| Exercise materials |
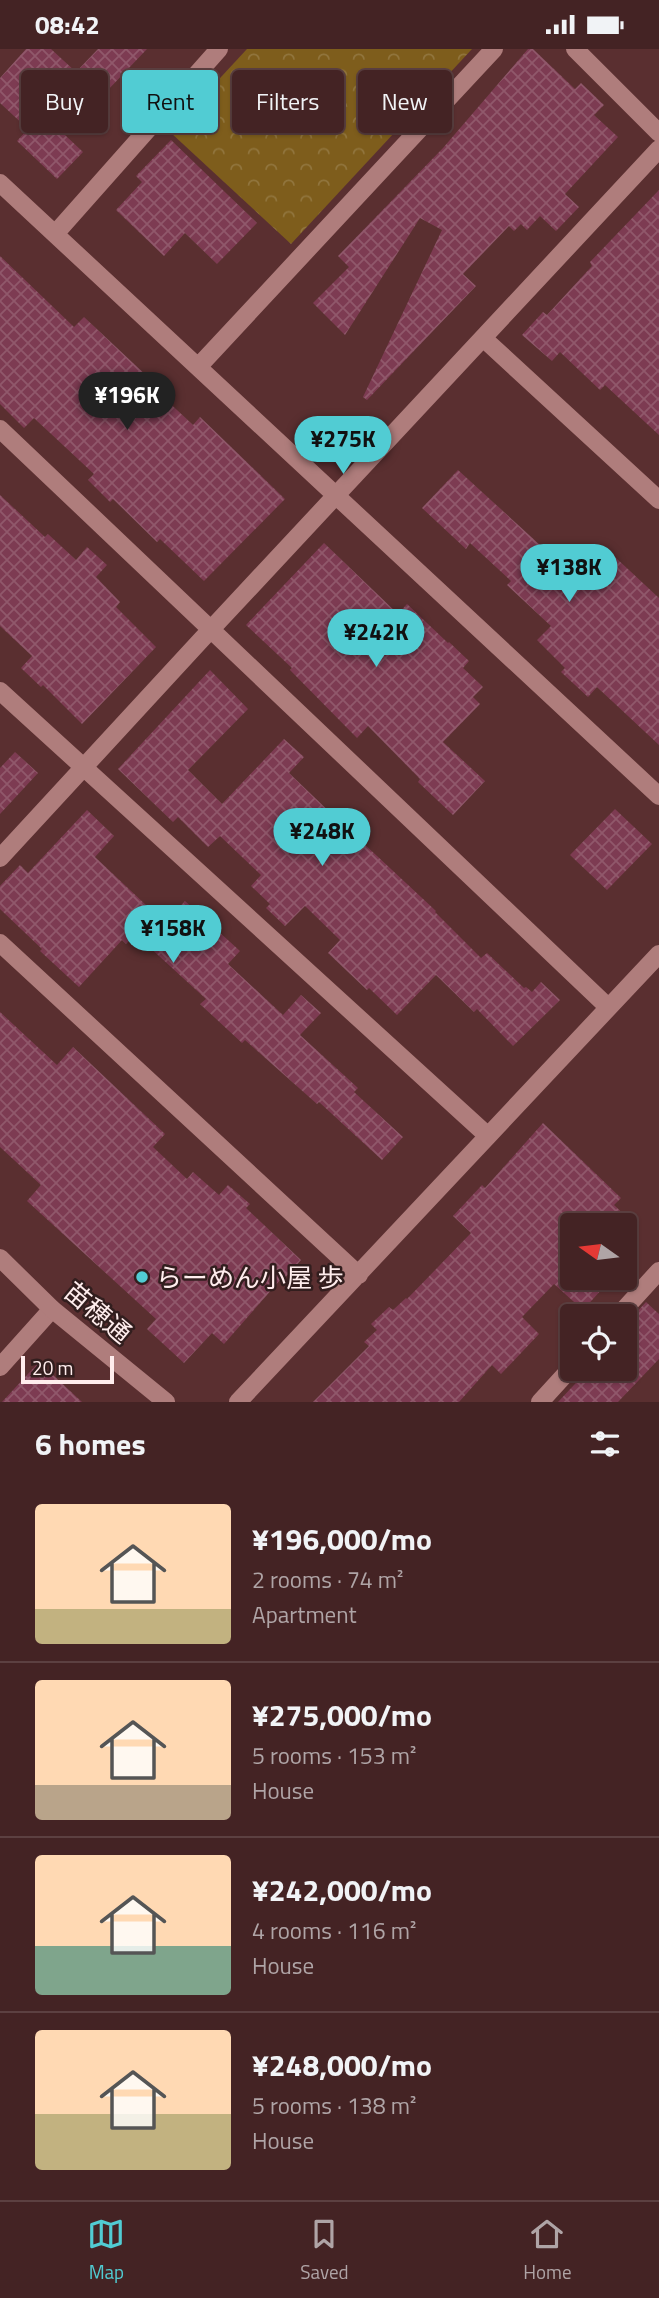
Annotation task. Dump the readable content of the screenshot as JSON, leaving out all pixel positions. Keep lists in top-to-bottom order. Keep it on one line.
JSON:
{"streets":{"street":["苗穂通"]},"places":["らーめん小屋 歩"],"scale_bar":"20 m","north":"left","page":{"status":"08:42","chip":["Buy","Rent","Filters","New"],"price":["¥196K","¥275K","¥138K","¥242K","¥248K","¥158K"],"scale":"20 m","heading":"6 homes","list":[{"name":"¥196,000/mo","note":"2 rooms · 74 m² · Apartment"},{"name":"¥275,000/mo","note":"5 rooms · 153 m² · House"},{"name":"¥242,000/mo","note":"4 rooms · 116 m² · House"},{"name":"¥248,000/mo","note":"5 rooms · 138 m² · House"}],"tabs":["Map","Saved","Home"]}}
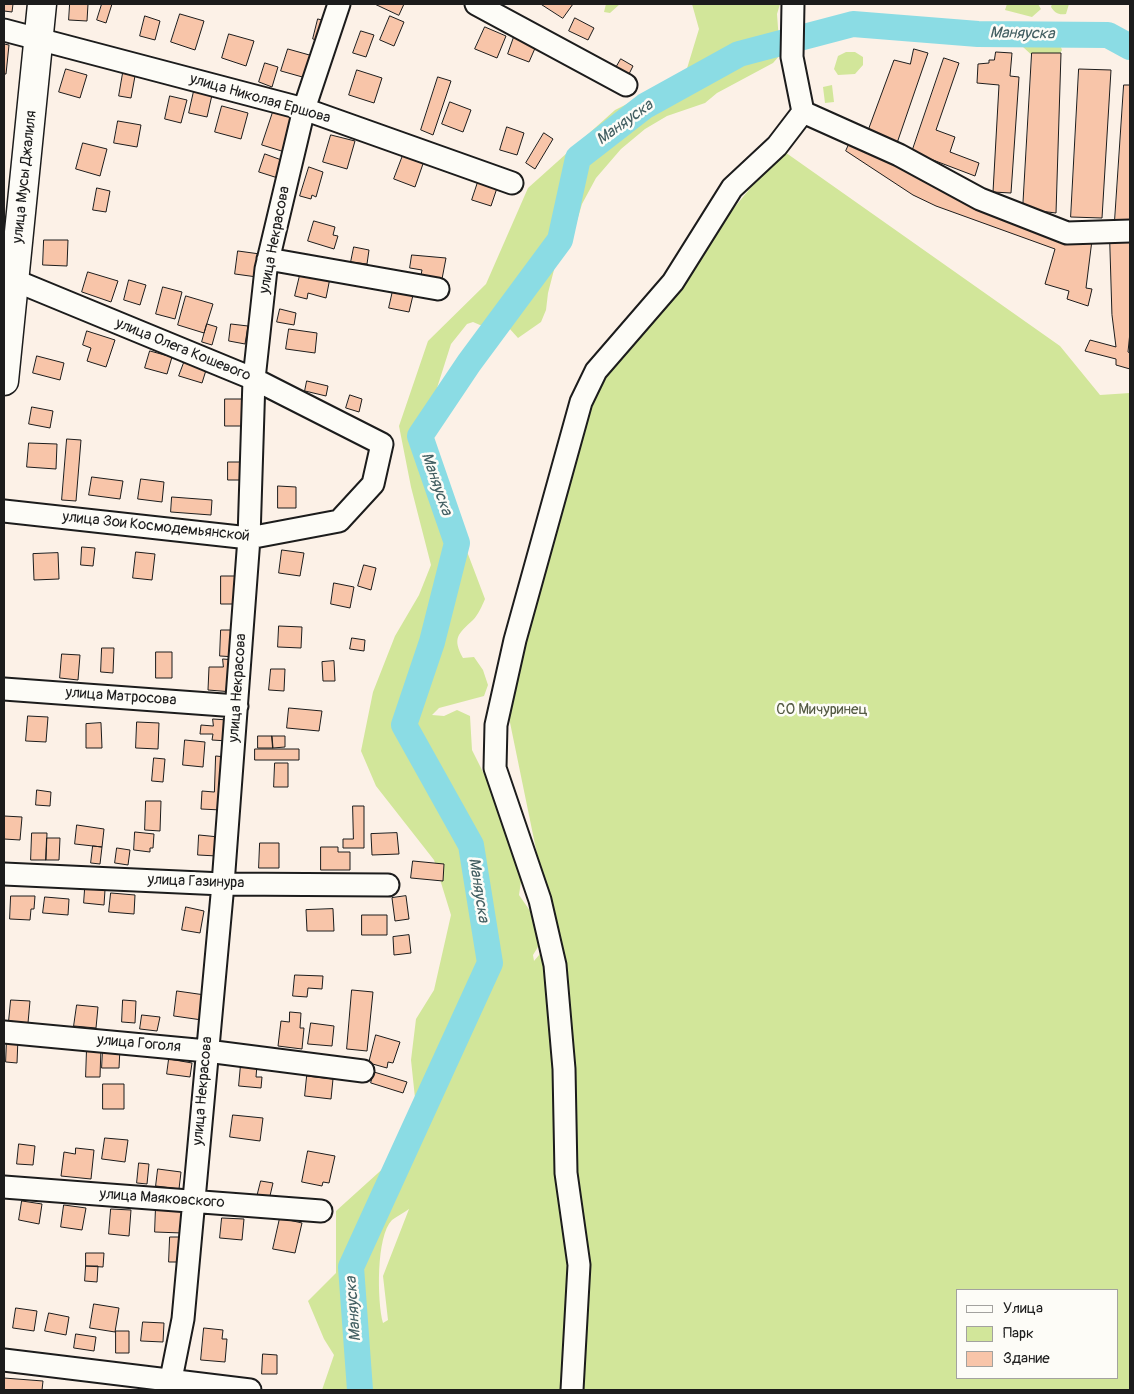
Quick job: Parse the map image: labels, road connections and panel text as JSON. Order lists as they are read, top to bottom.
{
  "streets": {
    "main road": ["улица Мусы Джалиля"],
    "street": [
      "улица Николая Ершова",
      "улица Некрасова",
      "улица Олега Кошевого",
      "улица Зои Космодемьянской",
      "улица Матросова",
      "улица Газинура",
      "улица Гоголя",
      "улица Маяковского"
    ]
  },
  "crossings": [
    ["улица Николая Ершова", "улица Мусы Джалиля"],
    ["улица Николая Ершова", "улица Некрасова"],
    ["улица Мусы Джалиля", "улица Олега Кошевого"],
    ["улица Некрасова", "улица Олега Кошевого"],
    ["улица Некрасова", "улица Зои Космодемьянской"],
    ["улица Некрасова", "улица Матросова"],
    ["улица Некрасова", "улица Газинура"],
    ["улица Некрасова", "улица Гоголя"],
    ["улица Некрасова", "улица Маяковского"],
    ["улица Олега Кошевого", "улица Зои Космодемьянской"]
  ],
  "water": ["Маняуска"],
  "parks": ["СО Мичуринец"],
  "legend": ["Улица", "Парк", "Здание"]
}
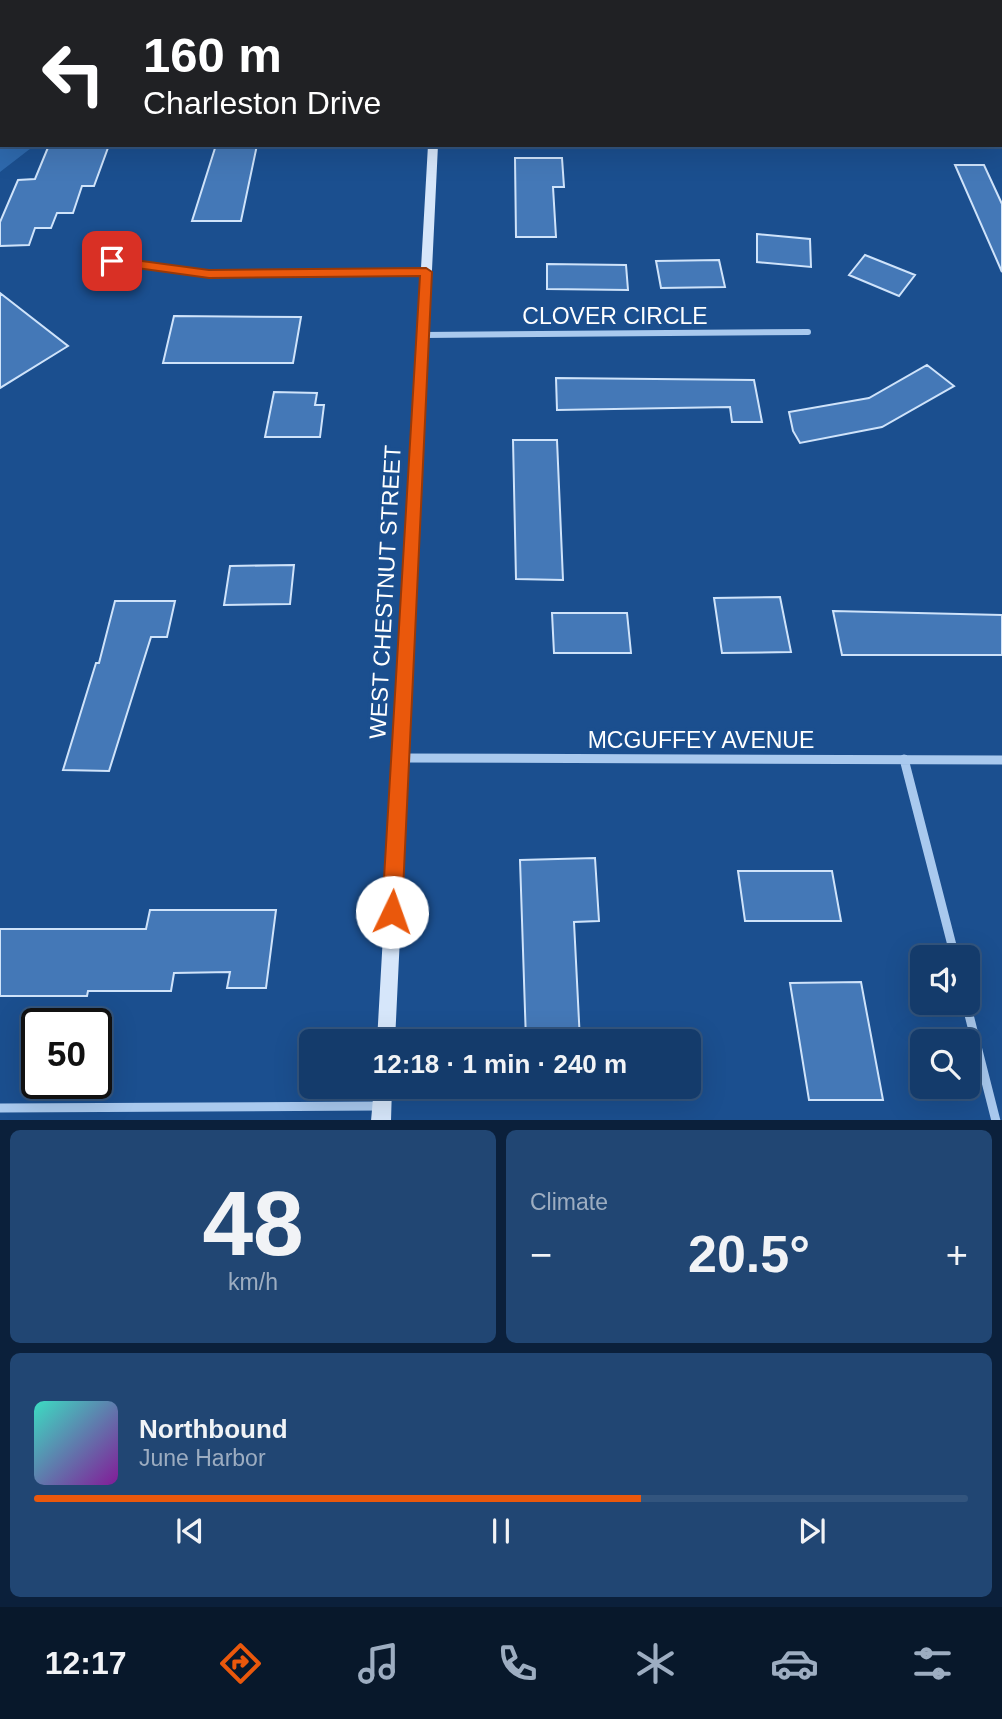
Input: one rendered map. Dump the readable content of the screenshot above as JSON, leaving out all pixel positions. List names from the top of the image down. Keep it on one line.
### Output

| What to work on |
Omit the pictures and restate the rest of the records verbatim.

| Exercise answer |
Annotation task. Dump the readable content of the screenshot as JSON, leaving out all pixel positions. Keep lists in top-to-bottom order. Keep it on one line.
JSON:
{"streets":{"street":["苗穂通"]},"places":["らーめん小屋 歩"],"scale_bar":"20 m","north":"left","page":{"status":"08:42","chip":["Buy","Rent","Filters","New"],"price":["¥196K","¥275K","¥138K","¥242K","¥248K","¥158K"],"scale":"20 m","heading":"6 homes","list":[{"name":"¥196,000/mo","note":"2 rooms · 74 m² · Apartment"},{"name":"¥275,000/mo","note":"5 rooms · 153 m² · House"},{"name":"¥242,000/mo","note":"4 rooms · 116 m² · House"},{"name":"¥248,000/mo","note":"5 rooms · 138 m² · House"}],"tabs":["Map","Saved","Home"]}}
Quick job: Parse the map image: labels, road connections and panel text as JSON. Order lists as they are read, top to bottom.
{
  "streets": {
    "main road": ["улица Мусы Джалиля"],
    "street": [
      "улица Николая Ершова",
      "улица Некрасова",
      "улица Олега Кошевого",
      "улица Зои Космодемьянской",
      "улица Матросова",
      "улица Газинура",
      "улица Гоголя",
      "улица Маяковского"
    ]
  },
  "crossings": [
    ["улица Николая Ершова", "улица Мусы Джалиля"],
    ["улица Николая Ершова", "улица Некрасова"],
    ["улица Мусы Джалиля", "улица Олега Кошевого"],
    ["улица Некрасова", "улица Олега Кошевого"],
    ["улица Некрасова", "улица Зои Космодемьянской"],
    ["улица Некрасова", "улица Матросова"],
    ["улица Некрасова", "улица Газинура"],
    ["улица Некрасова", "улица Гоголя"],
    ["улица Некрасова", "улица Маяковского"],
    ["улица Олега Кошевого", "улица Зои Космодемьянской"]
  ],
  "water": ["Маняуска"],
  "parks": ["СО Мичуринец"],
  "legend": ["Улица", "Парк", "Здание"]
}
Input: one rendered map. Dump the readable content of the screenshot above as JSON, leaving out all pixel positions. List names from the top of the image down. Keep it on one line.
### Output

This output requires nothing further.